=== Task prompt ===
For each line of the data below, copy it if it holds the word "nowrap".

=== Provided material ===
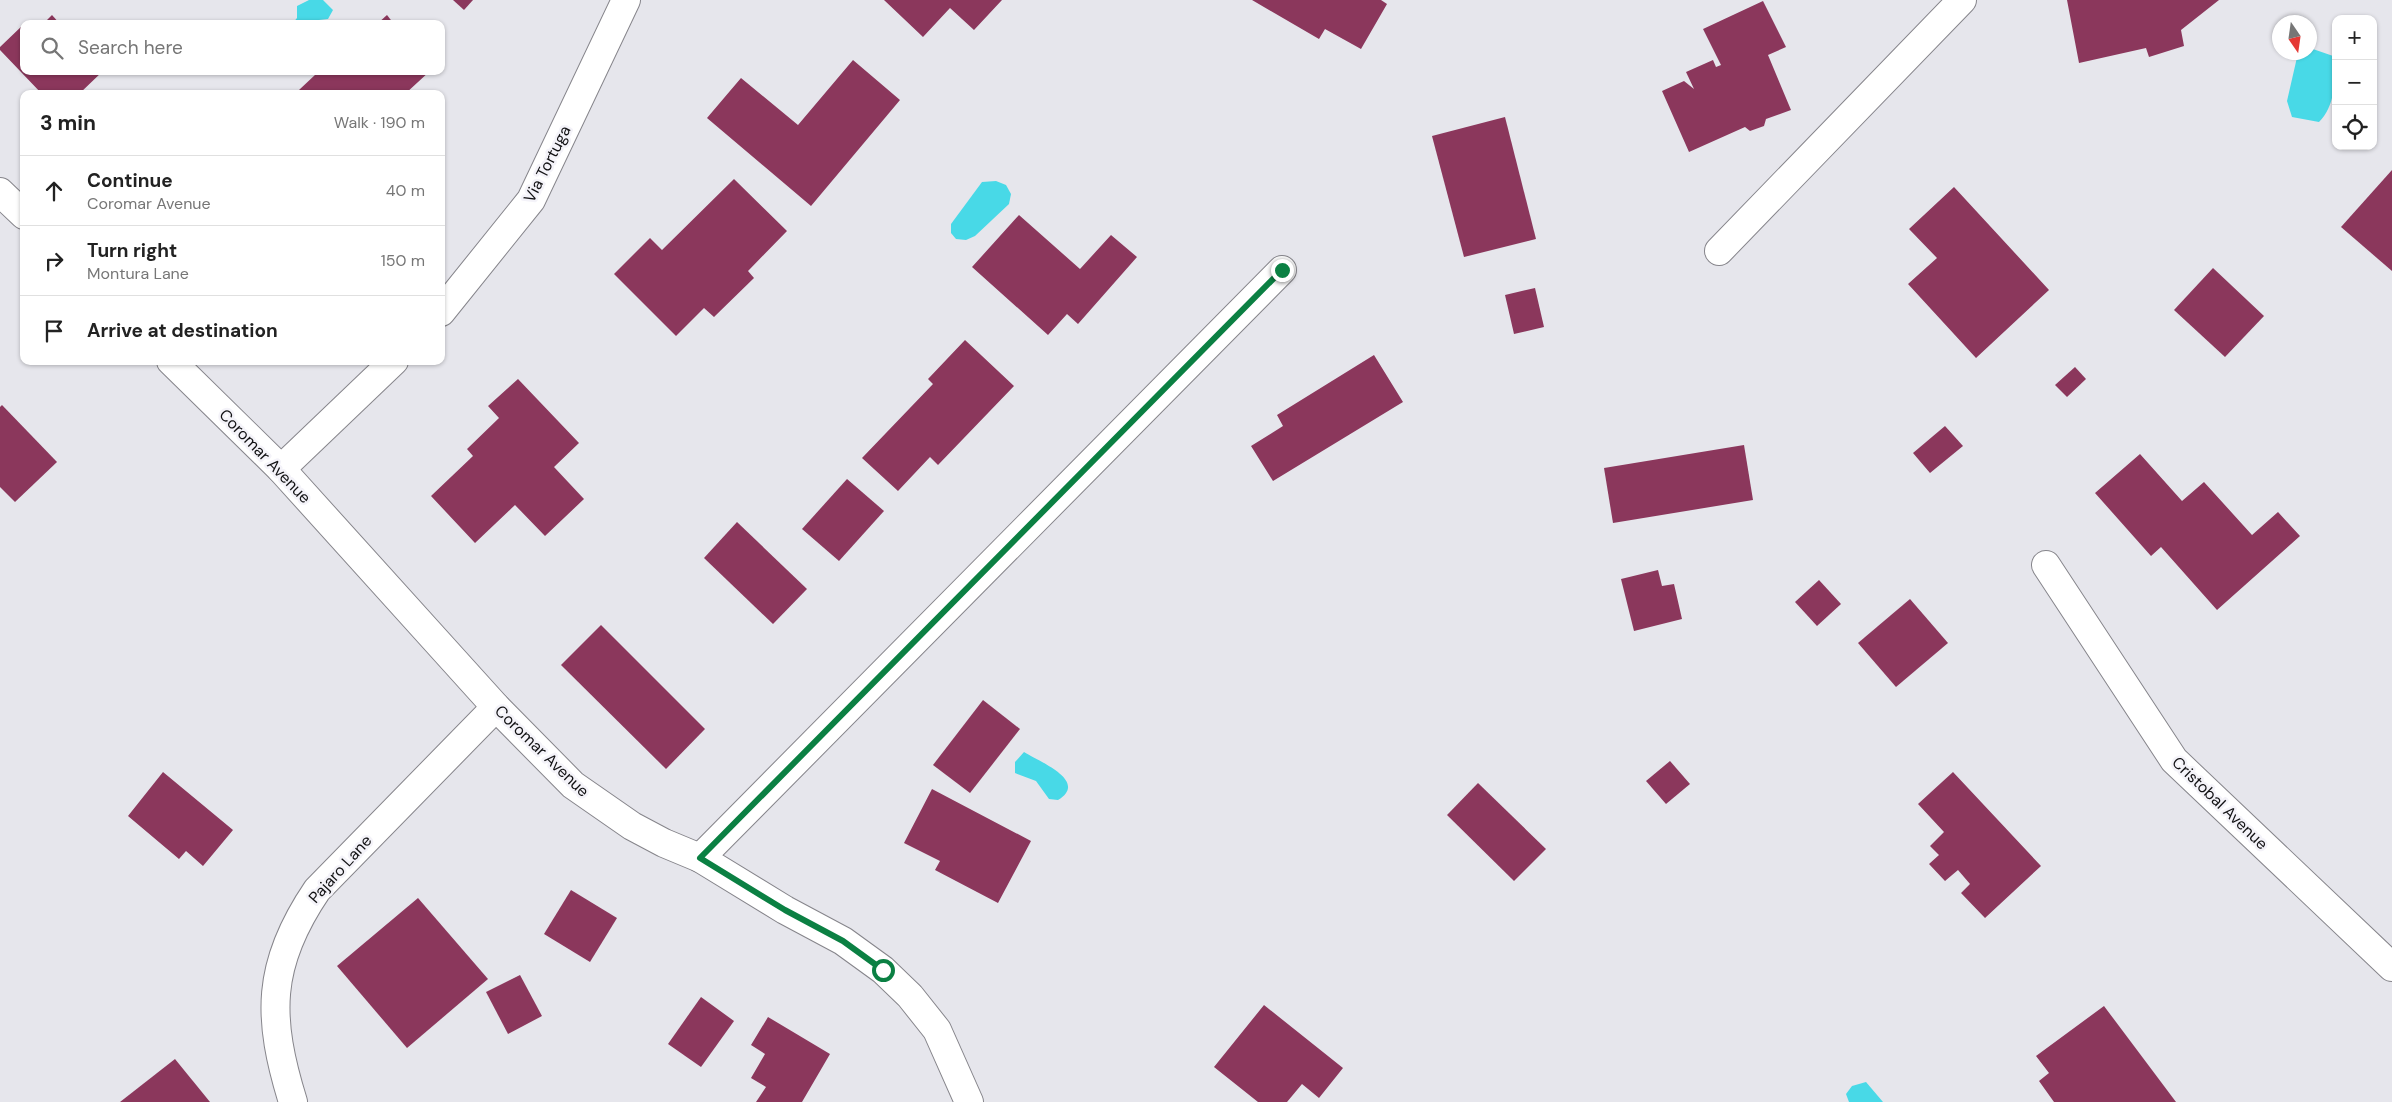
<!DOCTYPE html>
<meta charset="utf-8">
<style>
:root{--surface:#fff;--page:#f2f2f2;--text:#222;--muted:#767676;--line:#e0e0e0}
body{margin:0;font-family:"DM Sans",sans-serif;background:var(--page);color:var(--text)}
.controls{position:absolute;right:15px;top:15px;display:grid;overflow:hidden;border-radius:10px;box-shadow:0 1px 4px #0004}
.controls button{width:45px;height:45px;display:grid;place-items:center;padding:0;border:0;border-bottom:1px solid var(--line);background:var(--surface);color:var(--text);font:25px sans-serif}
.compass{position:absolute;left:2272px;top:15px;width:45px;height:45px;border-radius:50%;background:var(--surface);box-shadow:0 1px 4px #0004;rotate:167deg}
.stop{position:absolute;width:15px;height:15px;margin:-11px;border:4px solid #0b8043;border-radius:50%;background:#fff}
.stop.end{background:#0b8043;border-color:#fff;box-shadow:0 1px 5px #0008}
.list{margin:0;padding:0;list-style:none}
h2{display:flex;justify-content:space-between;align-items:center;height:65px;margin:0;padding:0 20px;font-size:21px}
h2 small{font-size:16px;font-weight:400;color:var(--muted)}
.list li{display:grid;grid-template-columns:32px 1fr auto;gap:15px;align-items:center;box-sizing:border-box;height:70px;padding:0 20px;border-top:1px solid var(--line)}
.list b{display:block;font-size:19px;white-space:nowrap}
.list p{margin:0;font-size:16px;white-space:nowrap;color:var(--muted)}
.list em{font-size:16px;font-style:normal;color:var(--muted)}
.icon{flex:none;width:28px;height:28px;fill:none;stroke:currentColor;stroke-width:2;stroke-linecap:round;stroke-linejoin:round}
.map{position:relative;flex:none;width:2392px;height:1102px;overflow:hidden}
.search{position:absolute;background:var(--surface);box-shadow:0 1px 4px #0004;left:20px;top:20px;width:425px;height:55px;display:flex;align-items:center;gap:12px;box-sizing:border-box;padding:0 18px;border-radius:10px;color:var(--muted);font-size:19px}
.panel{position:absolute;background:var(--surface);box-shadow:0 1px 4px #0004;left:20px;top:90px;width:425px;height:275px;border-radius:10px}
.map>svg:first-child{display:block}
</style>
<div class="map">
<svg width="2392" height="1102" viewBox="0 0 2392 1102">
<rect width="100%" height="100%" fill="#e6e6ec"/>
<!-- water -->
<g fill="#48d9e7">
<polygon points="309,0 323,0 333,10 328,19 319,20 314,24 292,24 297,18 297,6"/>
<path d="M2310 48 2336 57C2336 78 2335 107 2319 122L2292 117 2287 101 2298 53 2310 52Z"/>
<polygon points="996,181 1006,185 1011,194 1009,204 975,236 966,240 956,239 951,233 951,224 982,182"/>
<path d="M1024 752C1040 762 1089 781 1058 800L1049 799 1036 781 1015 773V762Z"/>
<polygon points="1866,1082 1883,1102 1849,1102 1846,1094 1852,1086"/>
</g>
<!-- building -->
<g fill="#8b375c">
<polygon points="453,0 473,0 464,10"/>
<polygon points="884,0 1002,0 974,30 950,8 923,37"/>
<polygon points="1252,0 1381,0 1387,4 1361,49 1325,29 1319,39"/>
<polygon points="2067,0 2219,0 2181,30 2184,46 2149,57 2146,48 2079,63"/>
<polygon points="1763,1 1786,47 1768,55 1791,110 1766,119 1764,126 1750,131 1745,127 1689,152 1662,91 1684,81 1694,89 1686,72 1713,60 1716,67 1721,65 1703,29"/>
<polygon points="52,15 60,24 43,24"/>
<polygon points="387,15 394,24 377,24"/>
<polygon points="24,24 24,71 103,71 79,94 42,94 0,50 0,47"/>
<polygon points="853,60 900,100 811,206 707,118 741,78 798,125"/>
<polygon points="313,71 430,71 405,94 303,94 299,90 316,74"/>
<polygon points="1505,117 1536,239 1464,257 1432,136"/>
<polygon points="2392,170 2392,271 2341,227"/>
<polygon points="734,179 787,231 748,271 754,278 714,317 704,308 676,336 614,274 650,238 662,250"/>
<polygon points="1954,187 2049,290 1976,358 1908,284 1937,258 1909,229"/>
<polygon points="1019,215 1080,269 1111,235 1137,257 1078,324 1067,314 1048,335 972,267"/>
<polygon points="2213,268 2264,316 2225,357 2174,310"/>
<polygon points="1535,288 1544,327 1514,334 1505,295"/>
<polygon points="965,340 1014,386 938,465 930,457 898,491 862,458 933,384 928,379"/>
<polygon points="1374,355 1403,402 1273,481 1251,446 1283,426 1277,415"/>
<polygon points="2075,367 2086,379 2067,397 2055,385"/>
<polygon points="518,379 579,443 554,467 584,499 545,536 515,505 475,543 431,496 473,456 467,449 499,418 488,406"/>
<polygon points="2,405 57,462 15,502 0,487 0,407"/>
<polygon points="1945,426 1963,446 1930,473 1913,453"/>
<polygon points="1744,445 1753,500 1613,523 1604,468"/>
<polygon points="2140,454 2182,501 2204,482 2252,535 2278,512 2300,536 2217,610 2161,547 2151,556 2095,493"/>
<polygon points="847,479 884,511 839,561 802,529"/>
<polygon points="737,522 807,589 773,624 704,558"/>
<polygon points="1658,570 1662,586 1674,584 1682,619 1634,631 1621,579"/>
<polygon points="1819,580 1841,604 1817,626 1795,602"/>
<polygon points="1910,599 1948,643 1896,687 1858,643"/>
<polygon points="601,625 705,729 666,769 561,665"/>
<polygon points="983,700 1020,729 970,793 933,765"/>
<polygon points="1670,761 1690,784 1666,804 1646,781"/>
<polygon points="163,772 233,830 203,866 186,851 179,859 128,816"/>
<polygon points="1953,772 2041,866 1985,918 1961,893 1970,884 1958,870 1945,881 1929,864 1939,855 1930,846 1944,832 1918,804"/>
<polygon points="1478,783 1546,849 1514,881 1447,815"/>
<polygon points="932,789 1031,841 998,903 935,870 940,861 904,843"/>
<polygon points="571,890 617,918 590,962 544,934"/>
<polygon points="418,898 488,979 407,1048 337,966"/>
<polygon points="520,975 542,1016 508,1034 486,992"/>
<polygon points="701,997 734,1021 701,1067 668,1044"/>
<polygon points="1264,1005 1343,1068 1319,1098 1302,1084 1287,1102 1258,1102 1214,1067"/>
<polygon points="2104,1006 2176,1102 2054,1102 2039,1081 2049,1073 2036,1056"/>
<polygon points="768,1017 830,1054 802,1102 756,1102 766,1087 751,1078 765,1054 751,1045"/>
<polygon points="175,1059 210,1102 120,1102"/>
</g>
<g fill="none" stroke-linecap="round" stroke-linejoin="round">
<!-- minor casing -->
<g stroke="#86858b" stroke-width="30">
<g id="minor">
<polyline points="0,192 24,215"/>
<polyline points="1719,251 1962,0"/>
<polyline points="441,312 531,200 626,0"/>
<polyline points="171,361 281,469 496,707 573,785 632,826 664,843 700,858 785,910 843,941 883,970 910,996 937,1030 969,1102"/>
<polyline points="281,469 394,361"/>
<polyline points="2046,565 2174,760 2392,967"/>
<polyline points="700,858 1282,270"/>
<path d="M293 1102C267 1018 266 965 317 890L496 707"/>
</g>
</g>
<!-- minor -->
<use href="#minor" stroke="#fff" stroke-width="28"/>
</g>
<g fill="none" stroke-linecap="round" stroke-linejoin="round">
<!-- route -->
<polyline stroke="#0b8043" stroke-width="6" points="883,970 843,941 785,910 700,858 1282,270"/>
</g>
<g text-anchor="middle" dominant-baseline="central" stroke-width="5" stroke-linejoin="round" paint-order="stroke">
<!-- street labels -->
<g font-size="16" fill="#111113" stroke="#f4f3f9">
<text transform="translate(547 164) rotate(-63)">Via Tortuga</text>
<text transform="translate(265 456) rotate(46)">Coromar Avenue</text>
<text transform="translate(542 751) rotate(44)">Coromar Avenue</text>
<text transform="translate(2220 803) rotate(44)">Cristobal Avenue</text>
<text transform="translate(340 869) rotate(-48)">Pajaro Lane</text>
</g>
</g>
</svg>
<div class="controls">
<button>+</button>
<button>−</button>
<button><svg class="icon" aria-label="locate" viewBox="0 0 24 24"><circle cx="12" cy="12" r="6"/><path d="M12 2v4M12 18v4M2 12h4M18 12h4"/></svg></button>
</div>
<svg class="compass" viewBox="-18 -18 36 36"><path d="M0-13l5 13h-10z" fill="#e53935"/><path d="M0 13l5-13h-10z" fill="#767676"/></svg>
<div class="stop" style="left:883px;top:970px"></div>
<div class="stop end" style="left:1282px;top:270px"></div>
<div class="search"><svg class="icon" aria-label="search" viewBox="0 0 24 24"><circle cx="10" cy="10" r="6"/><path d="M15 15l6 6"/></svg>Search here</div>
<section class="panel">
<h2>3 min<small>Walk · 190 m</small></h2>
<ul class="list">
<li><svg class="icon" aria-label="ahead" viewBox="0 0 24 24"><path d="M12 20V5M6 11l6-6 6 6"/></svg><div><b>Continue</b><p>Coromar Avenue</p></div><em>40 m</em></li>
<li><svg class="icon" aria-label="right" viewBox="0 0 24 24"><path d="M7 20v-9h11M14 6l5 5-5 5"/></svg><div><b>Turn right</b><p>Montura Lane</p></div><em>150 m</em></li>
<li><svg class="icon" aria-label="arrive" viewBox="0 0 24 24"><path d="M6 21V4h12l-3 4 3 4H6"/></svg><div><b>Arrive at destination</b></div></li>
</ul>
</section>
</div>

=== Reply ===
.list b{display:block;font-size:19px;white-space:nowrap}
.list p{margin:0;font-size:16px;white-space:nowrap;color:var(--muted)}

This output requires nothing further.